Your goal ▸ Copy each line below holding "Sekolah".

***** Source material *****

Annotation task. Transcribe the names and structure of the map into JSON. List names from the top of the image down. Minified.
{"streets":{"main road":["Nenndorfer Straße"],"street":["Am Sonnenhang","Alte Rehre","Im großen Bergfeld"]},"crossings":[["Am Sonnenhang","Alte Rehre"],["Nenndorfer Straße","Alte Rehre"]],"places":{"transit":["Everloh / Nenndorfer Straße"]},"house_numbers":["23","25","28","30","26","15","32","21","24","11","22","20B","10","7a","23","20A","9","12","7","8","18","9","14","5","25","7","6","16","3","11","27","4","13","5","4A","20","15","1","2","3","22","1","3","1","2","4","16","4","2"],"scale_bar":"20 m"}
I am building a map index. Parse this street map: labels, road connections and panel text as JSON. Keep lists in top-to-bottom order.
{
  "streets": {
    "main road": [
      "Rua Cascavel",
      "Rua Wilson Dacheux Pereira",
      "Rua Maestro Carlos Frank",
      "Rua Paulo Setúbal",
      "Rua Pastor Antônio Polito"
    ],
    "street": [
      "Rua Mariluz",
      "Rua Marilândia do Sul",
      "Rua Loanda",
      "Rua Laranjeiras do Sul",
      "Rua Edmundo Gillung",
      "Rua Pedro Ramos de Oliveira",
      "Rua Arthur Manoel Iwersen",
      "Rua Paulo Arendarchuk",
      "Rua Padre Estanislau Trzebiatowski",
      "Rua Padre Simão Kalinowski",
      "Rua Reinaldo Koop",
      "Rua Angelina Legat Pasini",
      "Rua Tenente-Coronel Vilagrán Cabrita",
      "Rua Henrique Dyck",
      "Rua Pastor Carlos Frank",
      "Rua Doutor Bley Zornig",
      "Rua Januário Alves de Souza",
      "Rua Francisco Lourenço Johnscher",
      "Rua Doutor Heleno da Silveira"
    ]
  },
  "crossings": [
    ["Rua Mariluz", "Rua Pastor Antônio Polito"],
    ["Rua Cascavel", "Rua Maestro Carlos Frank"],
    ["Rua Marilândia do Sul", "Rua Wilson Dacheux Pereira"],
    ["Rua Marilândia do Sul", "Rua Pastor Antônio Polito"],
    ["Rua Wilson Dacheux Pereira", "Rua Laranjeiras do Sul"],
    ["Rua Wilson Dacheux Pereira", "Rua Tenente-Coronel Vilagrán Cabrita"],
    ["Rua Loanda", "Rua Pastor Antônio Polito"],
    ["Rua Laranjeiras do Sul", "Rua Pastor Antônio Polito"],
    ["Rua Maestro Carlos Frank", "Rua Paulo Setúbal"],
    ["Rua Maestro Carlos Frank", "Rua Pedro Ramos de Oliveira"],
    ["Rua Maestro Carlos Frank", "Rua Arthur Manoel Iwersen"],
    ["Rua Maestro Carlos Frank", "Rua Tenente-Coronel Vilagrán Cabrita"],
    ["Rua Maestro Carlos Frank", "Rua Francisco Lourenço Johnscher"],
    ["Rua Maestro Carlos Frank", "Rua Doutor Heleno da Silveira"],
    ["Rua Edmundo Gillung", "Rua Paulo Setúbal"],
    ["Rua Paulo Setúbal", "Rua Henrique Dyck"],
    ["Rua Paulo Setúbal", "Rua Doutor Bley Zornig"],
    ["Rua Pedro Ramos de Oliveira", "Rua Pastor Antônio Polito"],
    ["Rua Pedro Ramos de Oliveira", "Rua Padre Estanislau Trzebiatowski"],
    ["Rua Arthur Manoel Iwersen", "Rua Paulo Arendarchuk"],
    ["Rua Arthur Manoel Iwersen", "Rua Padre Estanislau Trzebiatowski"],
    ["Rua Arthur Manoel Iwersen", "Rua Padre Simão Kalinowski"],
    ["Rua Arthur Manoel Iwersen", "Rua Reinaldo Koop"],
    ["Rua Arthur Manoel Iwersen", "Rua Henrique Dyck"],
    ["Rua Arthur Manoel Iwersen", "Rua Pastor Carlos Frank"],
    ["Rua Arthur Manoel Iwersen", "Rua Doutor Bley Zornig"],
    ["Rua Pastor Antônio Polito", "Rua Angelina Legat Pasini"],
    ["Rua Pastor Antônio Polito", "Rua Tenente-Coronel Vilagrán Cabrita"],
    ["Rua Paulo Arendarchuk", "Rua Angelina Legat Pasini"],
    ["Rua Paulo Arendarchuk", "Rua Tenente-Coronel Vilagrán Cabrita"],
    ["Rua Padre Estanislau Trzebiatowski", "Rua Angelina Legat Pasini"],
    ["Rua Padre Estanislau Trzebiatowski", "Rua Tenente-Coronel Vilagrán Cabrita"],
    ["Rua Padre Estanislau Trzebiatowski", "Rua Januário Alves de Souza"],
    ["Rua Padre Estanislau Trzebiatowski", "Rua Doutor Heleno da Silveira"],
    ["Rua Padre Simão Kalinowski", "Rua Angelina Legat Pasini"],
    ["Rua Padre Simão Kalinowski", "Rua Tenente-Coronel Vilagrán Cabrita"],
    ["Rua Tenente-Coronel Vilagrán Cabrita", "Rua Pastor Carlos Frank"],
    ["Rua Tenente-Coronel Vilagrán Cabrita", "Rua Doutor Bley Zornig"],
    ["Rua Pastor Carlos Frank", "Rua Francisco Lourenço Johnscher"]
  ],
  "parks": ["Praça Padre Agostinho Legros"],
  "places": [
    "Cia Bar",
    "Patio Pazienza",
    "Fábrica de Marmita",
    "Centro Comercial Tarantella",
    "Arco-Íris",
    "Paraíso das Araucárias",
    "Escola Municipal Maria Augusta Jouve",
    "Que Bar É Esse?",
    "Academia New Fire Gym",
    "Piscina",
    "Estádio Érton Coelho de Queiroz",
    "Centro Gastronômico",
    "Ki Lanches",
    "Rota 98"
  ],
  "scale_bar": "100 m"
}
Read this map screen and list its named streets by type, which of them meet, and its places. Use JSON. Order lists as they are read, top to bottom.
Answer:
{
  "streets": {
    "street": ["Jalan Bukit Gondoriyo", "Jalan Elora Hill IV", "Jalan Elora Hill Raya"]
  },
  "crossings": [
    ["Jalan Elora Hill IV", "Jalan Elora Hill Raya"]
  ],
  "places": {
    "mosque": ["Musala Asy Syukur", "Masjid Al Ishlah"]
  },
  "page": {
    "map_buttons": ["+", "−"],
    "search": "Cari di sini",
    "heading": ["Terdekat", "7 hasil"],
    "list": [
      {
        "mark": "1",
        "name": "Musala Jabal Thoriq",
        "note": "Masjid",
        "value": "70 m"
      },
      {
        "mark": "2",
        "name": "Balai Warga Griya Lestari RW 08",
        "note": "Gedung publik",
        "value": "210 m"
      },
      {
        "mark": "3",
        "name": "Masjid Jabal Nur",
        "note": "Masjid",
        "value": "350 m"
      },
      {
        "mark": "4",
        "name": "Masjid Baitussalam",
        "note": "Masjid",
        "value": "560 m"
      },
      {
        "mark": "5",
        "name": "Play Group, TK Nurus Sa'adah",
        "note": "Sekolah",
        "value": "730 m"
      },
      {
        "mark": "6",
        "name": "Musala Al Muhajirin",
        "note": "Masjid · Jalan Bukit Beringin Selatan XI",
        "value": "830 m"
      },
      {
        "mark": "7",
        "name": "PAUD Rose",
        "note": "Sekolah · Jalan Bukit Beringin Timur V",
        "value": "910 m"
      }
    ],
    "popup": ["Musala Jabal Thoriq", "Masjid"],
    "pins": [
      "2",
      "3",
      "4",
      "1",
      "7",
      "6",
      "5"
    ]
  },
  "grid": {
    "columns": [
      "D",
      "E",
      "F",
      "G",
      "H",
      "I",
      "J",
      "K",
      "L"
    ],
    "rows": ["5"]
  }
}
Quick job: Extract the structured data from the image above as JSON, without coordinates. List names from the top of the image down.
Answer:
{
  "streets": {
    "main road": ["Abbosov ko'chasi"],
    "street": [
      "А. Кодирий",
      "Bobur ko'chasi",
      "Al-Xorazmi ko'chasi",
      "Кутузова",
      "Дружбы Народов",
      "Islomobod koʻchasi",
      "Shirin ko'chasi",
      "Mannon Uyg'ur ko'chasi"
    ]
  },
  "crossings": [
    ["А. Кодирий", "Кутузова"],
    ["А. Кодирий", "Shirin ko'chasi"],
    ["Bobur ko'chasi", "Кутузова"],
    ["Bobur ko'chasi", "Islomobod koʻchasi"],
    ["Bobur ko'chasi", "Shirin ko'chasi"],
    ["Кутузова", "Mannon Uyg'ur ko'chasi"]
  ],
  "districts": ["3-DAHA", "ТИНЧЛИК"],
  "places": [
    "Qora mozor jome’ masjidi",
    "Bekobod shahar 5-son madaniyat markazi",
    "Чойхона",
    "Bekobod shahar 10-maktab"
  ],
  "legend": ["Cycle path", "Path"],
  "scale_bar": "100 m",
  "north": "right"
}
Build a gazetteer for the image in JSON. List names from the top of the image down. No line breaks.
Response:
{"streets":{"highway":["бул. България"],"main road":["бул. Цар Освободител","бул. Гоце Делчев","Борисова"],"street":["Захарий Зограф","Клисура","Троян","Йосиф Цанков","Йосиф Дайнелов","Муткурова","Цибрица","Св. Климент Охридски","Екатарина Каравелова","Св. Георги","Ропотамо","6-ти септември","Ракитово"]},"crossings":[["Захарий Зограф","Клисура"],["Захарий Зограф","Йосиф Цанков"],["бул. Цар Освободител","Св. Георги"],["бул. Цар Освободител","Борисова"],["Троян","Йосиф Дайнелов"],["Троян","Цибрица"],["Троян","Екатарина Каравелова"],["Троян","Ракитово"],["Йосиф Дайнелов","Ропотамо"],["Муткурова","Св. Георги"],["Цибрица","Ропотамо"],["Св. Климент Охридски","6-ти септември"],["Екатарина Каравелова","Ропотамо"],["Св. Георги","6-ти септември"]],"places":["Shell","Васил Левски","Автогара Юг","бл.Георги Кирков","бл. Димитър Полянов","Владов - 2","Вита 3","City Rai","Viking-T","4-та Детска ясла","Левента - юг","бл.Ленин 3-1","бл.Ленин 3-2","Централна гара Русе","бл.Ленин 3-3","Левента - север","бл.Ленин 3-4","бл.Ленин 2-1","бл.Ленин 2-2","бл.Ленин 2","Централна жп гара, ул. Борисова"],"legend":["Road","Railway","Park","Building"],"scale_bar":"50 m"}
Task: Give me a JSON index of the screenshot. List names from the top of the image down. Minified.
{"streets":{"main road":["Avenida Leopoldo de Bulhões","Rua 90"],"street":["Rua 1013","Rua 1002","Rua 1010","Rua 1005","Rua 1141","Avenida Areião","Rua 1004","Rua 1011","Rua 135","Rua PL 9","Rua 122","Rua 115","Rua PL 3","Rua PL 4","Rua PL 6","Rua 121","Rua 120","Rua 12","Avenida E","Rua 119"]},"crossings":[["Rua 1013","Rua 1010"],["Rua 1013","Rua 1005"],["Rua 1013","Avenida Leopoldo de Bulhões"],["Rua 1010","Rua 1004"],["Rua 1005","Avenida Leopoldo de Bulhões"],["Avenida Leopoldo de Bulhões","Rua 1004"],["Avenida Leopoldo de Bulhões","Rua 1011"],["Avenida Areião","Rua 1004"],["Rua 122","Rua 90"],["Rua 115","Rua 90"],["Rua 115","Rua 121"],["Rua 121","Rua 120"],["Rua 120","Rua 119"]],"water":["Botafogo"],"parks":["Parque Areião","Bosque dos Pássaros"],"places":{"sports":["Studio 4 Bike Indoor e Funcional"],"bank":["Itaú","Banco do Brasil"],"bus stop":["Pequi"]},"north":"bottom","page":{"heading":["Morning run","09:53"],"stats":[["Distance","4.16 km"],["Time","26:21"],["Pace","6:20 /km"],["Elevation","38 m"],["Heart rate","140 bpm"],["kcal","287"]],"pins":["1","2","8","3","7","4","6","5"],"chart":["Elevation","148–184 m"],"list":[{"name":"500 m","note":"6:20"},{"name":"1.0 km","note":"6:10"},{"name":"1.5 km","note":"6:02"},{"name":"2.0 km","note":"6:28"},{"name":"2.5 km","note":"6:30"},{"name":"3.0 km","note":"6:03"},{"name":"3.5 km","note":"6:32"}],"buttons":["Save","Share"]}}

*****

Task result ▸
        "note": "Sekolah",
        "note": "Sekolah · Jalan Bukit Beringin Timur V",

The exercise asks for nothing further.